Cabral disse estar “absolutamente tranquilo” de que Dilma vetará o projeto, sobretudo porque o texto não deixa claro se as novas regras recairão sobre as áreas de produção de petróleo já licitadas. Nos bastidores, é dito que só restará à presidente barrar a lei, uma vez que eventuais modificações no projeto e análises de veto poderão colocar em risco a realização da nova rodada de licitação dos blocos de petróleo do pré-sal, prevista para março.

Em último caso, se a presidente decidir por sancionar a proposta, restaria aos governadores interessados entrar na Justiça para derrubá-la. Uma vitória do Rio de Janeiro no Supremo, segundo fontes do estado, é dada como certa. Contudo, nem Cabral, nem o governador do Espírito Santo, Renato Casagrande, trabalham por ora com essa alternativa. A esperança mesmo é que Dilma vete.

Saída judicial – Segundo Cabral, na hipótese de uma saída judicial ser mesmo necessária, ainda seria cedo para dizer se a decisão seria tomada em conjunto. Tanto Casagrande quanto Geraldo Alckmin, governador de São Paulo, já endossaram a versão de que recorreriam ao Supremo se houvesse necessidade. Todos, porém, reiteram que o projeto só terá o aval dos estados se deixar claro que recairá sobre os novos contratos.

“O que foi contratado deve se manter. Do que já foi licitado, aí sim se fixam critérios novos. Essa é a nossa posição, mas é preciso aguardar o Poder Executivo”, disse o governador Alckmin, também presente na reunião. “A gente não entra na Justiça com o projeto de lei. A gente só entra com algo materializado”, disse Cabral. “O Rio de Janeiro nunca se negou a discutir sob a visão da nova distribuição”, completou.
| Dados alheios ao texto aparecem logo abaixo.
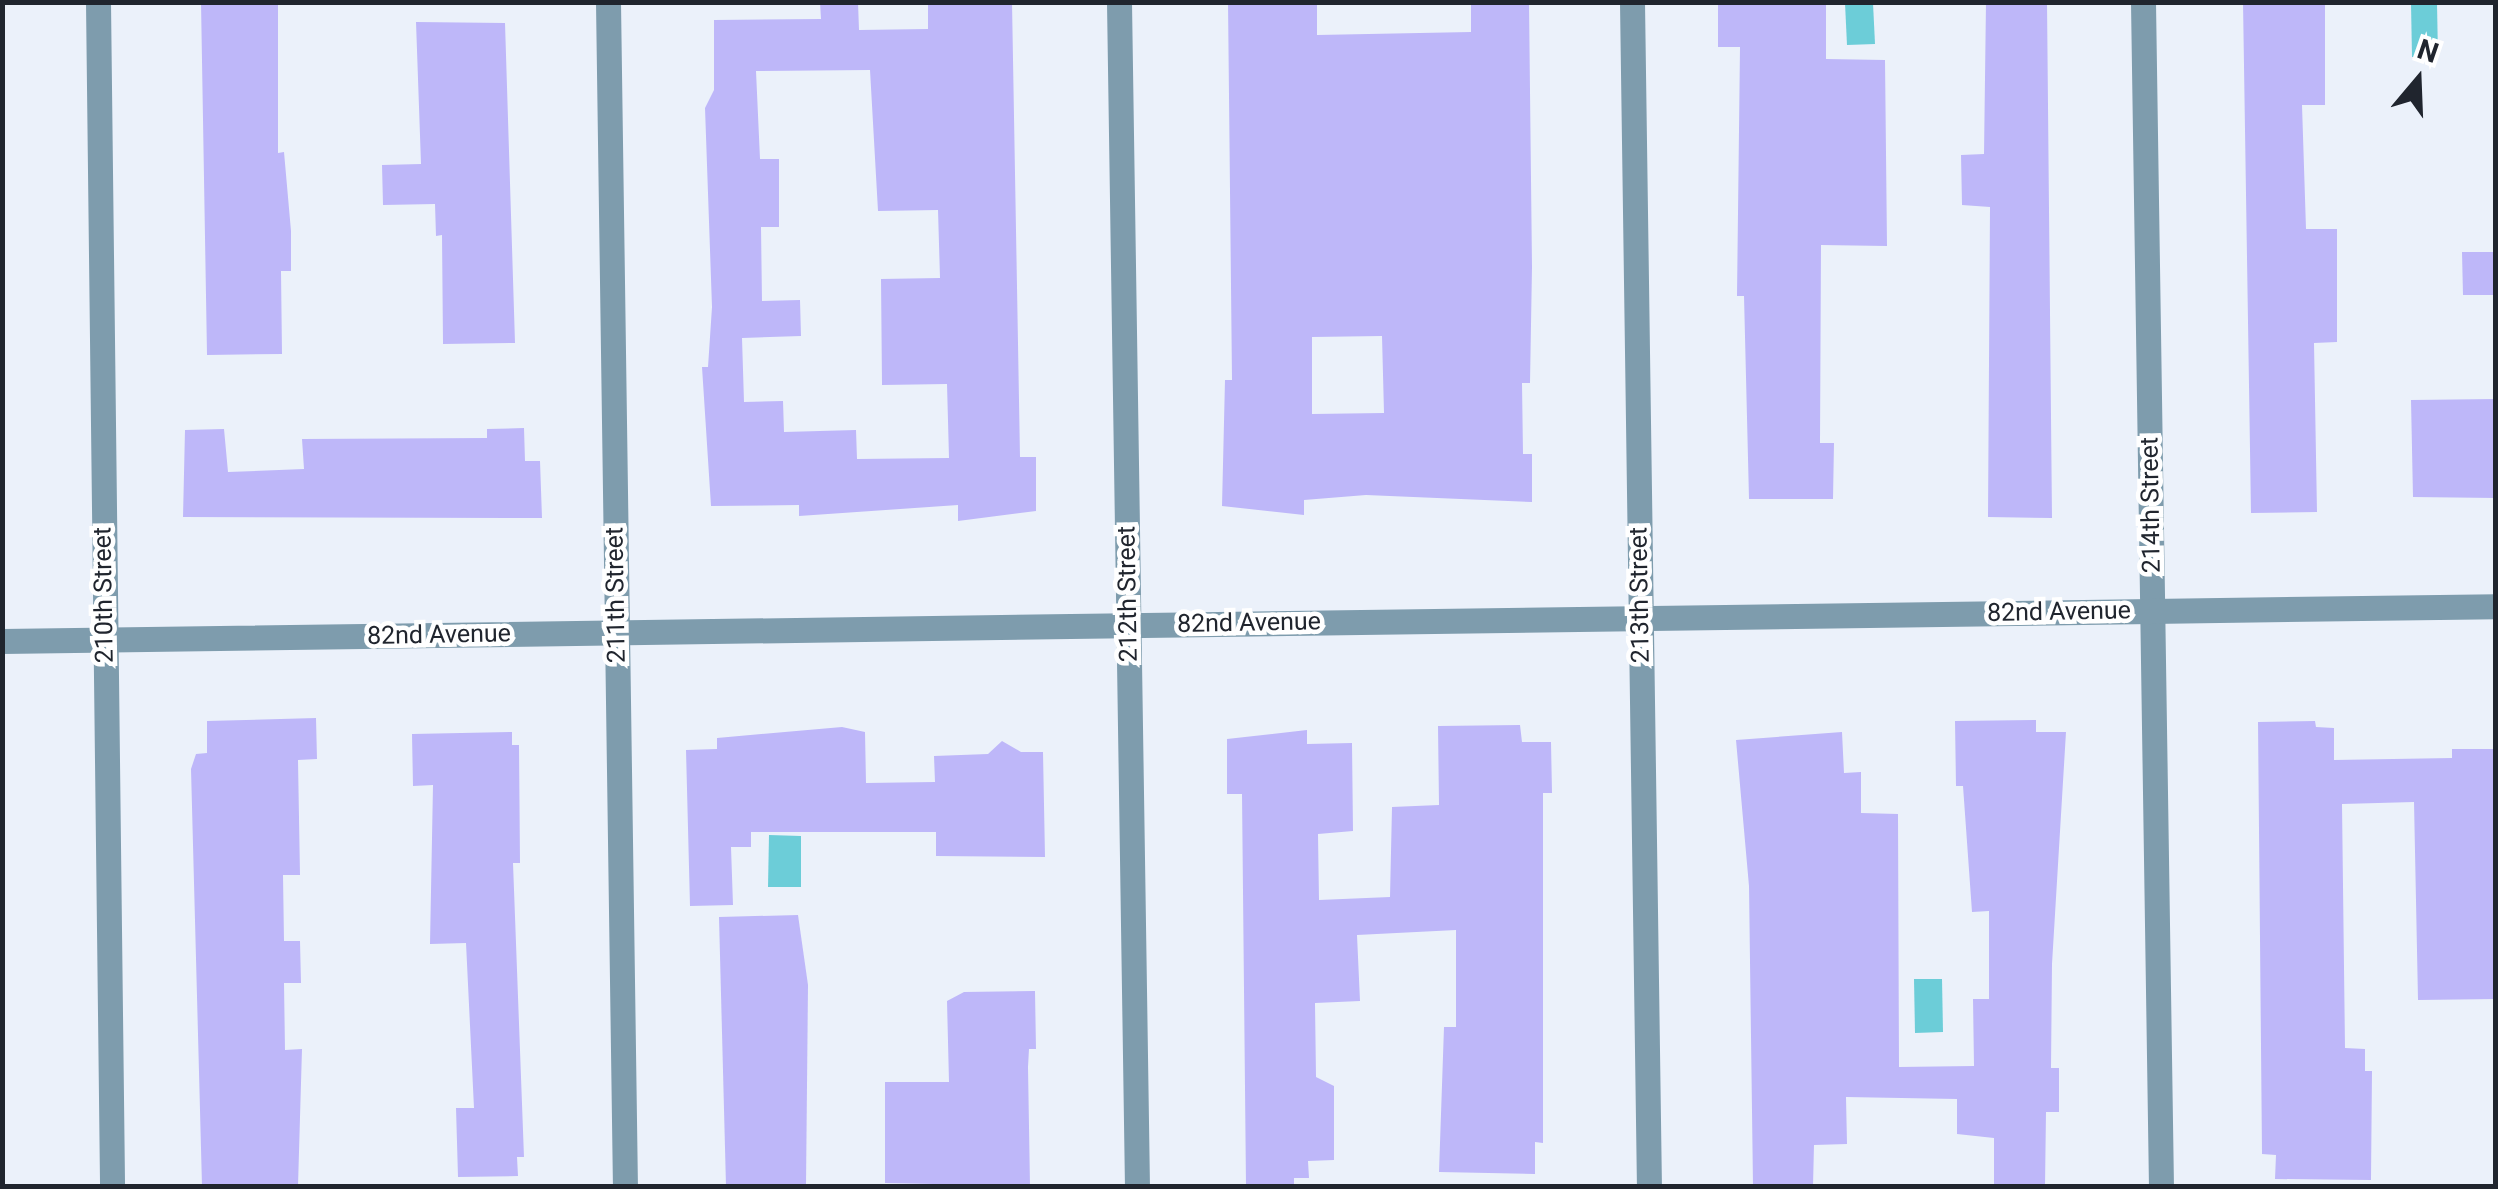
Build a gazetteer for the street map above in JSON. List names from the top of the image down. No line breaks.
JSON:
{"streets":{"street":["214th Street","212th Street","210th Street","211th Street","213th Street","82nd Avenue"]},"crossings":[["214th Street","82nd Avenue"],["212th Street","82nd Avenue"],["210th Street","82nd Avenue"],["211th Street","82nd Avenue"],["213th Street","82nd Avenue"]],"north":"top"}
Prejuízo – A aprovação do texto pela Câmara nesta terça-feira deve causar aos estados produtores prejuízos maiores do que as diretrizes estabelecidas no texto do deputado Carlos Zarattini (PT-SP) – que estava afinado com o Planalto, mas que, numa manobra de última obra, foi posto de lado pelos parlamentares. Além de não versar sobre as áreas de produção já licitadas, o projeto aprovado não contempla compensação, de 2013 a 2020, de eventuais prejuízos com perda de receita em relação a 2011. Também exclui os produtores do fundo especial dos estados e municípios, que reparte equanimemente até 27% da receita.